The always-secretive reality biz has become even more cloak-and-dagger as nets try to avoid being ripped off by competitors.
That’s the word from ABC exec VP of alternative/latenight Andrea Wong, who says the Alphabet is trusting fewer outside suppliers as a result.
“We’re trying to be our own studio more often and develop internally,” Wong said Thursday at the Museum of Television & Radio’s monthly industry forum luncheon in BevHills. “We’ve been forced to keep development extremely confidential because of that risk.”
ABC isn’t closing the door to outside suppliers.
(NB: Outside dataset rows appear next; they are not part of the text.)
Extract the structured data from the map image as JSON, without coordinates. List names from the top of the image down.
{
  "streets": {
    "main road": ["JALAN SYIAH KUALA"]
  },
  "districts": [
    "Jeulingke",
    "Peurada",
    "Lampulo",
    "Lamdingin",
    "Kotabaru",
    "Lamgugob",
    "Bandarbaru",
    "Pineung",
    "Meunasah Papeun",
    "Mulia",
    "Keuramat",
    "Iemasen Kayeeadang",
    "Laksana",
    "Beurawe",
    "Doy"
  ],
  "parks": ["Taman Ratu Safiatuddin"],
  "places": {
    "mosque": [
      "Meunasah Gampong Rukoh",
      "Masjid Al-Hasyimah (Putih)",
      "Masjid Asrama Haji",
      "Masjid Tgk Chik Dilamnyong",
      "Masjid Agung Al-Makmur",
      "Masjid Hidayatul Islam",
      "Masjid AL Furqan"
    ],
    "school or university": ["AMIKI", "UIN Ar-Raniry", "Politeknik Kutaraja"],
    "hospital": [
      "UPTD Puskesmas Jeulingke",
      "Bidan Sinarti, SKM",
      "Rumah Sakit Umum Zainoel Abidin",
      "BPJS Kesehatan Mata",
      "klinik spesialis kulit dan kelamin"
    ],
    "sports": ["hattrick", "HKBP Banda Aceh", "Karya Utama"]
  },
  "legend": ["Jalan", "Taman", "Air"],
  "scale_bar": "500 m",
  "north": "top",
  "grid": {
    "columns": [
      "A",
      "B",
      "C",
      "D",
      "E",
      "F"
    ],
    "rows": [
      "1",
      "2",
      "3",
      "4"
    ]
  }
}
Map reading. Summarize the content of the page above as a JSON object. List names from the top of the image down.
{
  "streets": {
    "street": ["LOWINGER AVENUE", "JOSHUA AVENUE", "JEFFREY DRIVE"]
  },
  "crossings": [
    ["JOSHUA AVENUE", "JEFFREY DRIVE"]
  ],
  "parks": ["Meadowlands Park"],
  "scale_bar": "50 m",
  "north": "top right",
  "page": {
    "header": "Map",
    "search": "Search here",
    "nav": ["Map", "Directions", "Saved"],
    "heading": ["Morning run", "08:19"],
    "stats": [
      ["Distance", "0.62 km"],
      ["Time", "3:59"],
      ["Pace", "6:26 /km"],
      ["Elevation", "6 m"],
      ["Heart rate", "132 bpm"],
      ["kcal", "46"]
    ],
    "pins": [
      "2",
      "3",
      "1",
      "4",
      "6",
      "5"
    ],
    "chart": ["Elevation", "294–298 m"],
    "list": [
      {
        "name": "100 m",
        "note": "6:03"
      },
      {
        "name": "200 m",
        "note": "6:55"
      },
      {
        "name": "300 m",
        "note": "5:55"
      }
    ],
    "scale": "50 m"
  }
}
While about a third of the net’s unscripted ideas are generated internally, the rest come from outside or are formats, mandating the net still work with others.
If the Alphabet does catch wind that one of its projects is being copied — think “Supernanny” and Fox’s “Nanny 911” — it’s decided it no longer makes sense to rush to be first on the air.
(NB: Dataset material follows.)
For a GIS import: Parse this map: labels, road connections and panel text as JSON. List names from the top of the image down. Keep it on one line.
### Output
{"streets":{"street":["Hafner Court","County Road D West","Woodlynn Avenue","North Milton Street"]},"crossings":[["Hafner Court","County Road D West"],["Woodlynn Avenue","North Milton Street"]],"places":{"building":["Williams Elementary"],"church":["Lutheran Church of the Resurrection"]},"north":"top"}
“Every time in the past when we tried to move fast and sacrificed quality, it didn’t work,” Wong said. “Quality is the most important thing.”
Wong used Thursday’s forum to encourage producers to come up with new ideas rather than new takes on old concepts. Noting it’s been two years since the last massive international formats — “Dancing With the Stars” and “Deal or No Deal” — hit the marketplace, she said nets need producers to innovate.
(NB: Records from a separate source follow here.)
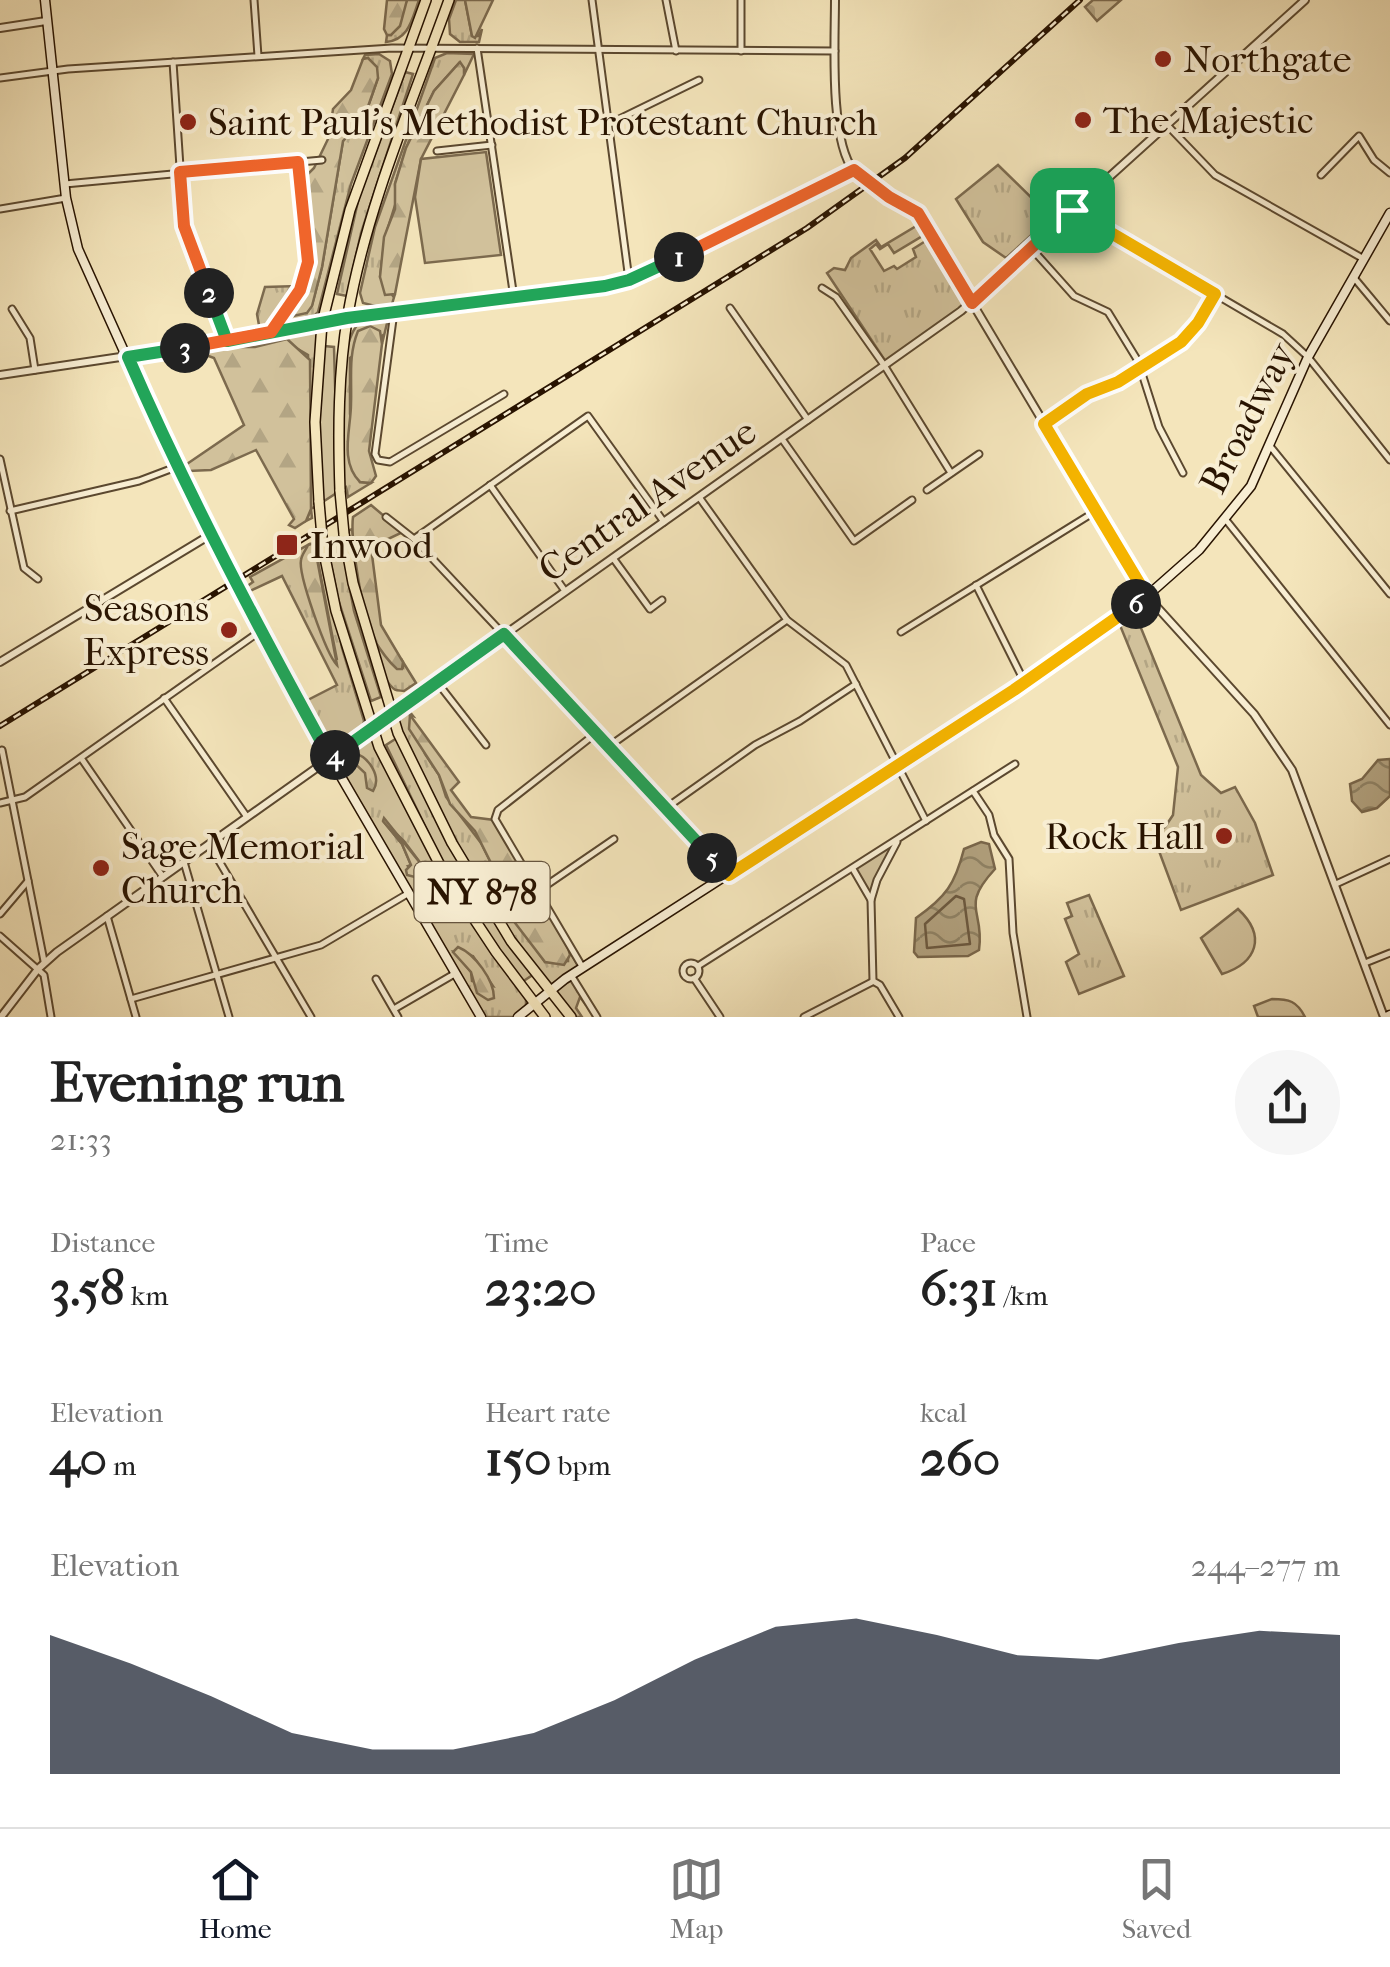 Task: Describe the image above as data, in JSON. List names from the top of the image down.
{
  "streets": {
    "highway": ["NY 878"],
    "main road": ["Broadway"],
    "street": ["Central Avenue"]
  },
  "crossings": [
    ["Broadway", "NY 878"],
    ["Central Avenue", "NY 878"]
  ],
  "places": {
    "other": [
      "Northgate",
      "The Majestic",
      "Saint Paul's Methodist Protestant Church",
      "Seasons Express",
      "Rock Hall",
      "Sage Memorial Church"
    ],
    "transit": ["Inwood"]
  },
  "page": {
    "pins": [
      "1",
      "2",
      "3",
      "6",
      "4",
      "5"
    ],
    "heading": ["Evening run", "21:33"],
    "stats": [
      ["Distance", "3.58 km"],
      ["Time", "23:20"],
      ["Pace", "6:31 /km"],
      ["Elevation", "40 m"],
      ["Heart rate", "150 bpm"],
      ["kcal", "260"]
    ],
    "chart": ["Elevation", "244–277 m"],
    "tabs": ["Home", "Map", "Saved"]
  }
}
“We’re looking to the creative community to come up with the next left turn,” she said.
And since no gathering of TV execs would be complete without a mention of “American Idol,” Wong offered her take on Fox’s unstoppable beast.
“You just want to kill yourself every time that show is on,” she sighed, singling out the skein as the one reality show from another net she wished she had.
Wong also weighed in on the “controversy” surrounding the “meanness” of “Idol’s” judges, saying she was “a little uncomfortable” with some of this year’s tongue-lashings. “But it hasn’t hurt the ratings,” she said.